Venerdì non è il giorno della comunità, ma della solitudine. Andremo in chiesa o, raccolti in casa, venereremo il Crocifisso, ma non potremo nutrirci del Pane Eucaristico, che si è nascosto nel guscio del sepolcro. Anche i cristiani sono sepolti con Lui per poter risorgere con Lui. È il giorno del silenzio. Anche le campane tacciono. Sulla croce, dicono i Vangeli, da mezzogiorno fino alle tre del pomeriggio regnano buio e silenzio. Il Cristo crocifisso è l’icona del silenzio. È questo silenzio che rende possibile l’ascolto della narrazione della Passione. Così il silenzio ci aprirà il cuore al Dio che parla in noi.

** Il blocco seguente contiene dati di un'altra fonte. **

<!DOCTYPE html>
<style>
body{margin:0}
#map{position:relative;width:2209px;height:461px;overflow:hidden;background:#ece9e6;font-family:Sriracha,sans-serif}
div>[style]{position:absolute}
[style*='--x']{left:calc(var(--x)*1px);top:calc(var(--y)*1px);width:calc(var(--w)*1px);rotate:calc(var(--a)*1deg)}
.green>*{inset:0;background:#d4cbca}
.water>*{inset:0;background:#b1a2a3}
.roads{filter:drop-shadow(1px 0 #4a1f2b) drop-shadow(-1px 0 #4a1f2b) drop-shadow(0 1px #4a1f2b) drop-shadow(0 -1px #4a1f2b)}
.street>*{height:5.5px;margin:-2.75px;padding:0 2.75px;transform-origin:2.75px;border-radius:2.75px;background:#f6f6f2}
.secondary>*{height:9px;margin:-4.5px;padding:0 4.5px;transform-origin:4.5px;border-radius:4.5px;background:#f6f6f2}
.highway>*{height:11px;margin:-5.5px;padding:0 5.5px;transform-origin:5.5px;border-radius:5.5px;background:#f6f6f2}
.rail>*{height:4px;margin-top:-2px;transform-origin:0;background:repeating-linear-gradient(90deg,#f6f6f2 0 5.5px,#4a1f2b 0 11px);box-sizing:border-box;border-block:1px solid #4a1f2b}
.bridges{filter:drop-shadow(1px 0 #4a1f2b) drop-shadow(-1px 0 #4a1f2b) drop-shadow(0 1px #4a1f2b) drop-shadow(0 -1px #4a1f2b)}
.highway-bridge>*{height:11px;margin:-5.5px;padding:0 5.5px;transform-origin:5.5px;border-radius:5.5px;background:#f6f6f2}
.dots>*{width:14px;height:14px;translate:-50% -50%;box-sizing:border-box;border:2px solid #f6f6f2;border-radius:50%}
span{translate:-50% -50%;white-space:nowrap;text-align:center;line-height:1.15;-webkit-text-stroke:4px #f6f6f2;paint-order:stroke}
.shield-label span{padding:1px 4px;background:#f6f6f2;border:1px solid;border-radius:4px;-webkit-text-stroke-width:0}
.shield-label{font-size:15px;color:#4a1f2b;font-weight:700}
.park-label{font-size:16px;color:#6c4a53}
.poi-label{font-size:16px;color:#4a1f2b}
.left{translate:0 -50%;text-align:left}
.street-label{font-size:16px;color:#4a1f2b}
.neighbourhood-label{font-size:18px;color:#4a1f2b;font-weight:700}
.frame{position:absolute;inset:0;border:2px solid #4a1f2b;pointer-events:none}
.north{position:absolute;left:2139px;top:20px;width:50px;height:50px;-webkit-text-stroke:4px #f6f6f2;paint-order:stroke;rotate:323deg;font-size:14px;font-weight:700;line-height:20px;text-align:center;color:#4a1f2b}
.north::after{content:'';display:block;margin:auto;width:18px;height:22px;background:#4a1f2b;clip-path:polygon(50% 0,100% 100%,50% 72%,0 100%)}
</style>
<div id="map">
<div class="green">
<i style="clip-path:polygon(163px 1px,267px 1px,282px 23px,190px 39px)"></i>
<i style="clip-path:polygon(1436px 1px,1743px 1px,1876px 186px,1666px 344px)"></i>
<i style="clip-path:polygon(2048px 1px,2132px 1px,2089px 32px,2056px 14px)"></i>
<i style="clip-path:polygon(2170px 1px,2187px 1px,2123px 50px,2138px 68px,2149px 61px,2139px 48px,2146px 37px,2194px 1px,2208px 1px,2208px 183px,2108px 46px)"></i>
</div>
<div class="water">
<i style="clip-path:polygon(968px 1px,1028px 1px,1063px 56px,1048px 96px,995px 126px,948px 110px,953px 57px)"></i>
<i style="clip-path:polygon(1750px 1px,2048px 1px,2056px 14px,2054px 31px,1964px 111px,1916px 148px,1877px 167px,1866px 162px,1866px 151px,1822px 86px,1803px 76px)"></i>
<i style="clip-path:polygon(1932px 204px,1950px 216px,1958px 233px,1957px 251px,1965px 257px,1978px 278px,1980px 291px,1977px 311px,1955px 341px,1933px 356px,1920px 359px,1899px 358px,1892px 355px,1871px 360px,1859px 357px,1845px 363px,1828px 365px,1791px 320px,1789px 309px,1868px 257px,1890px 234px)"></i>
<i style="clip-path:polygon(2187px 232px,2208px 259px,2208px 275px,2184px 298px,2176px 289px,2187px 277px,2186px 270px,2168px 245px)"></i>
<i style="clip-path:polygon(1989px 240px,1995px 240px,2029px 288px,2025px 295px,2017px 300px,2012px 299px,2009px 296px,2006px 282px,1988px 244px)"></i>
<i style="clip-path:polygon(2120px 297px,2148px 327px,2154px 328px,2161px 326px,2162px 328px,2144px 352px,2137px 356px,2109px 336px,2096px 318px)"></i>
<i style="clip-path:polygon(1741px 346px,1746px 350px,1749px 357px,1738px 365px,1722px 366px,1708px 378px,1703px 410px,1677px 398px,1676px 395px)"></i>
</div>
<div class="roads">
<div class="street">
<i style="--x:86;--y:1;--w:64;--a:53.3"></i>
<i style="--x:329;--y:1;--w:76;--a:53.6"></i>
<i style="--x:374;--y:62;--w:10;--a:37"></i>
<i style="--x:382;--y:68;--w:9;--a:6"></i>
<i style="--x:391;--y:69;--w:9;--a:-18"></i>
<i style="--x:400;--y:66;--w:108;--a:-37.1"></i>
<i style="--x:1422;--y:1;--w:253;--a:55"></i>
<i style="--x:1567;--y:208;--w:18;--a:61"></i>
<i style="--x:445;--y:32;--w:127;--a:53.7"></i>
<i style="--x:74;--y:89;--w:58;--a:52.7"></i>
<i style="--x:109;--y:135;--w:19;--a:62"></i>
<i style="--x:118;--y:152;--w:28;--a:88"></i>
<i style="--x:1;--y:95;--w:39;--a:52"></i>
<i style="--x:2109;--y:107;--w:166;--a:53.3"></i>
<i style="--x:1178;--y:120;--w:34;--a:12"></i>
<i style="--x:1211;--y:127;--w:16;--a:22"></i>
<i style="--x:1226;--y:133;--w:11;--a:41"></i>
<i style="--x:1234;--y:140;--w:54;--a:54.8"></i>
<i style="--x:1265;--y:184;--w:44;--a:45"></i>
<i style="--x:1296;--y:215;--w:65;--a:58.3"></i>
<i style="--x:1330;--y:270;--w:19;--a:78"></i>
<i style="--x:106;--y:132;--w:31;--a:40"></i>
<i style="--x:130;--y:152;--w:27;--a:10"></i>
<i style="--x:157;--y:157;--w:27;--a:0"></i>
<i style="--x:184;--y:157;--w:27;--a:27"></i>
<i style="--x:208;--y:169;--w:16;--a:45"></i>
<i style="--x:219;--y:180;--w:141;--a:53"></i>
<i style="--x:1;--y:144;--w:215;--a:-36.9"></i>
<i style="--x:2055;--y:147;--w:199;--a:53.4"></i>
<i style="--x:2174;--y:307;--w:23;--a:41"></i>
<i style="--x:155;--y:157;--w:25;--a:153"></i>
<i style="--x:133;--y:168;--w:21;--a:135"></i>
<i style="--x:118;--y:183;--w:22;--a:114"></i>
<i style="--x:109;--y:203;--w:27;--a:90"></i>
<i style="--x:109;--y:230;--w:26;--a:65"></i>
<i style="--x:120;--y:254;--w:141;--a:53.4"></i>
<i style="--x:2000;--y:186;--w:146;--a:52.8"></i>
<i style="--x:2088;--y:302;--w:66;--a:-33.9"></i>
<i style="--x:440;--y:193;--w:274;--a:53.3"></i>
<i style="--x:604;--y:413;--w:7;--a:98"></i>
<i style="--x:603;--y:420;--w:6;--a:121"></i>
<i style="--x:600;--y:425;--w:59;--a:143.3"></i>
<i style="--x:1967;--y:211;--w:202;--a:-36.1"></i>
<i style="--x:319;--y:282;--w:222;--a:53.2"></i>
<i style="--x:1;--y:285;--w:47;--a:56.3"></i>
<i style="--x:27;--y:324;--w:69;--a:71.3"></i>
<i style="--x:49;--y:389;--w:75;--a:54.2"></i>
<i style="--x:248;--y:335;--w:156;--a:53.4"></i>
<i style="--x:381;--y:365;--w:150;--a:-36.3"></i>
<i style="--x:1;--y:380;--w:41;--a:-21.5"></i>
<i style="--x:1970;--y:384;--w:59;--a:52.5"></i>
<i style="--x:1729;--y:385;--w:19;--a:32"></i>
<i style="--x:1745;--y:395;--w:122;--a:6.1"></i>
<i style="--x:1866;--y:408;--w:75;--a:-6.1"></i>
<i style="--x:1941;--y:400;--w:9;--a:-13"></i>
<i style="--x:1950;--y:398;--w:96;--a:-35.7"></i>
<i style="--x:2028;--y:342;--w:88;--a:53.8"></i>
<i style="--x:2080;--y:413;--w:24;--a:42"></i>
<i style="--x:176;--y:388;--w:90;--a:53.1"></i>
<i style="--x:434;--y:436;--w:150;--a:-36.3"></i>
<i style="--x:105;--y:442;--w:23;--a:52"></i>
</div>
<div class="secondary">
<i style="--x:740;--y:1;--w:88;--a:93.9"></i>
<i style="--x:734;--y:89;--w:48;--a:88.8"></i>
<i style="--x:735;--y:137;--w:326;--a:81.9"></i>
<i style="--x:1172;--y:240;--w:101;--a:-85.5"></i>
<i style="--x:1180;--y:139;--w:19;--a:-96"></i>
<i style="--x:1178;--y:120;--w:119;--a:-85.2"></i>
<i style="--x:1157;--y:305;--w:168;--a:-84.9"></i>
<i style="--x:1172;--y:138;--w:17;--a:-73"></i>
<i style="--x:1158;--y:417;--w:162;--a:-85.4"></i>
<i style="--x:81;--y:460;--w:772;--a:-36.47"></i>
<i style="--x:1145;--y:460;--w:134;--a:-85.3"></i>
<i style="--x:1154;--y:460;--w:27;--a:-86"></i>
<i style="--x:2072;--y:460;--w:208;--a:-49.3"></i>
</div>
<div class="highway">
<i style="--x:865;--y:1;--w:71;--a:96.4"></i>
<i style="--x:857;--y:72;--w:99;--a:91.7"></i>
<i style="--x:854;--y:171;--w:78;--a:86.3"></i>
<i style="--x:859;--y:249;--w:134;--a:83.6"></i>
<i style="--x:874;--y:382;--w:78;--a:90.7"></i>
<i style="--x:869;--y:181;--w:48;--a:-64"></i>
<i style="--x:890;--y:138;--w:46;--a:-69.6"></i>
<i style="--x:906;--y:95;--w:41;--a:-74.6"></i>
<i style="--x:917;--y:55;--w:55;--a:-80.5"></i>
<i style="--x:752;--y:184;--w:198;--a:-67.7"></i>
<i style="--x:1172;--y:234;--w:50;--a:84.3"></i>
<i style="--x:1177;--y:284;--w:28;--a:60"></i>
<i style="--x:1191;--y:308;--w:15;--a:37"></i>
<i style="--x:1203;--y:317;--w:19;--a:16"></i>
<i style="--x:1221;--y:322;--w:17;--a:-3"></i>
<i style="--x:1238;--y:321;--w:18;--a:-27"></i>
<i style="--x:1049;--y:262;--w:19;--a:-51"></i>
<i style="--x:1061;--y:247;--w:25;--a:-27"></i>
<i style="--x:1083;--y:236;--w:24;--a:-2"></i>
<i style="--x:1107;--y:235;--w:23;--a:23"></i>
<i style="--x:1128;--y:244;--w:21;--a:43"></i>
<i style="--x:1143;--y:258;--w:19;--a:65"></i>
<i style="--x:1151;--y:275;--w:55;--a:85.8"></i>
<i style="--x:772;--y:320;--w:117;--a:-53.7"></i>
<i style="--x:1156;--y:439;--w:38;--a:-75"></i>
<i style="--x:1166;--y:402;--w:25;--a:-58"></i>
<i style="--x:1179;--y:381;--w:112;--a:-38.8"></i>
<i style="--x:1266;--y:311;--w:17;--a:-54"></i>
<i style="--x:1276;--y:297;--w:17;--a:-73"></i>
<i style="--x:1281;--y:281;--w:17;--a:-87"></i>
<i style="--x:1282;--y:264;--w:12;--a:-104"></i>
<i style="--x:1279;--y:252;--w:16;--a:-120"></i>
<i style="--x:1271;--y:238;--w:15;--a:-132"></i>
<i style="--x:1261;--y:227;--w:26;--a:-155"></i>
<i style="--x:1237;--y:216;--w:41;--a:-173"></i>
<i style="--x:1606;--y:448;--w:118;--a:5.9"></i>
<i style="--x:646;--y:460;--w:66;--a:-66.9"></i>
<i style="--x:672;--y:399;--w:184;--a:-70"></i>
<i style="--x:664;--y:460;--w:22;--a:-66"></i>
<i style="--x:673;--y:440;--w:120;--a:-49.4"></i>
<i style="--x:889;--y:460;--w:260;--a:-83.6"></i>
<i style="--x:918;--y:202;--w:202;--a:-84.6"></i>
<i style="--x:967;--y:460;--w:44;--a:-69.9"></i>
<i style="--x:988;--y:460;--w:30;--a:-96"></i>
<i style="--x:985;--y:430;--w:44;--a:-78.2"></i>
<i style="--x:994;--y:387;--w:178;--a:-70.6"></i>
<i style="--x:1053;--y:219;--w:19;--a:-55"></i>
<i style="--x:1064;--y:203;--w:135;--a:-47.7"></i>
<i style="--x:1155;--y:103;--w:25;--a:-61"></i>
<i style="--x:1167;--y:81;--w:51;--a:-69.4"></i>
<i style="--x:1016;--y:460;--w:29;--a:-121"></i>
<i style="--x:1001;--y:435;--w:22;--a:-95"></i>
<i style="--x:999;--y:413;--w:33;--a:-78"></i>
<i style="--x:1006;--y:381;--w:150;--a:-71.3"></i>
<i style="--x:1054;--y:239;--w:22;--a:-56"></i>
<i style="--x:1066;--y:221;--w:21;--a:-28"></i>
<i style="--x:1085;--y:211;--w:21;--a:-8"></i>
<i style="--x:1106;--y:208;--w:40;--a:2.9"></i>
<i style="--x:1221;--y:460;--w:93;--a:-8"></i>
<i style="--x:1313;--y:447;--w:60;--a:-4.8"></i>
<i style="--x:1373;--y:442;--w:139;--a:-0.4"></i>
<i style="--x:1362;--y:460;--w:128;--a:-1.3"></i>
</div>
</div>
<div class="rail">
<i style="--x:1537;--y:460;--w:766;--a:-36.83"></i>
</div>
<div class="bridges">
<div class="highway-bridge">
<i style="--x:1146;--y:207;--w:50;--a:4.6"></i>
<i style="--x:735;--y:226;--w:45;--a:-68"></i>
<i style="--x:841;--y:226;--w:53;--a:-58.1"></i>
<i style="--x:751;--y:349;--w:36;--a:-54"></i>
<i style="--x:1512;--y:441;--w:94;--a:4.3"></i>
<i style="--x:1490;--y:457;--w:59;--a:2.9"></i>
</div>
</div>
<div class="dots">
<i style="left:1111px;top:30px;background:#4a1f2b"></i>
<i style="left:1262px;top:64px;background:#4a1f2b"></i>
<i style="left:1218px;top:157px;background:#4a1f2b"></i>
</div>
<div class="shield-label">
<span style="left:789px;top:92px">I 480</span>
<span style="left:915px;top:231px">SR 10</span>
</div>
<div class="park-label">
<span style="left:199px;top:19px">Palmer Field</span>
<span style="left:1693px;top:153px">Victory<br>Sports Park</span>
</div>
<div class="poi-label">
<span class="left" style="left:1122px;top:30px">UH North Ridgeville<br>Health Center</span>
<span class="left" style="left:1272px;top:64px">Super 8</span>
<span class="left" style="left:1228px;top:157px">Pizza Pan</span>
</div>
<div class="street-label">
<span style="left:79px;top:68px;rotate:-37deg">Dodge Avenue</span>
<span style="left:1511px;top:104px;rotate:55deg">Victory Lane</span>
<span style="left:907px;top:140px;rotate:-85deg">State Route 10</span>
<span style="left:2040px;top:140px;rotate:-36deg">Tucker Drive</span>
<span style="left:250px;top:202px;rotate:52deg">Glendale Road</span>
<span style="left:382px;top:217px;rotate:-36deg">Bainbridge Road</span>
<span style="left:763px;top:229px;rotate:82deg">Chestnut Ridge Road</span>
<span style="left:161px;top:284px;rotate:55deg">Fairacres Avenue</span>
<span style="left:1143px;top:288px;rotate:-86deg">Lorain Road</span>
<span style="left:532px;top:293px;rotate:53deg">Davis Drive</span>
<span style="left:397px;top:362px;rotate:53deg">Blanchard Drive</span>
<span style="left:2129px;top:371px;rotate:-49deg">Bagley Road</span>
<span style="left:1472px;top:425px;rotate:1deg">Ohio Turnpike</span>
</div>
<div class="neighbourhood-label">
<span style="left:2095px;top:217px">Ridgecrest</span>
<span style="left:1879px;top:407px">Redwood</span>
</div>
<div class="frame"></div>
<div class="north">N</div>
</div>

Ed è dal silenzio che nasceranno le preghiere per la Chiesa e per il mondo: passeranno davanti al nostro cuore il coraggio di papa Francesco, lo sforzo degli uomini di buona volontà per creare un mondo più giusto, le nostre disunioni, il dramma del popolo ebreo e quello di tutti i popoli che vivono la calamità della guerra, della fame, la ricerca straziante di chi è alla ricerca di Dio, le sofferenze dei malati, dei carcerati, degli orfani, di chi aspira ad una terra che li accolga.

Ma poi questa solitudine e questa tristezza scompariranno con la Pasqua di Resurrezione, in un’ondata di speranza che sconfigge anche il male più profondo perché Cristo risorto ci porterà ancora una volta il germoglio della vita nuova.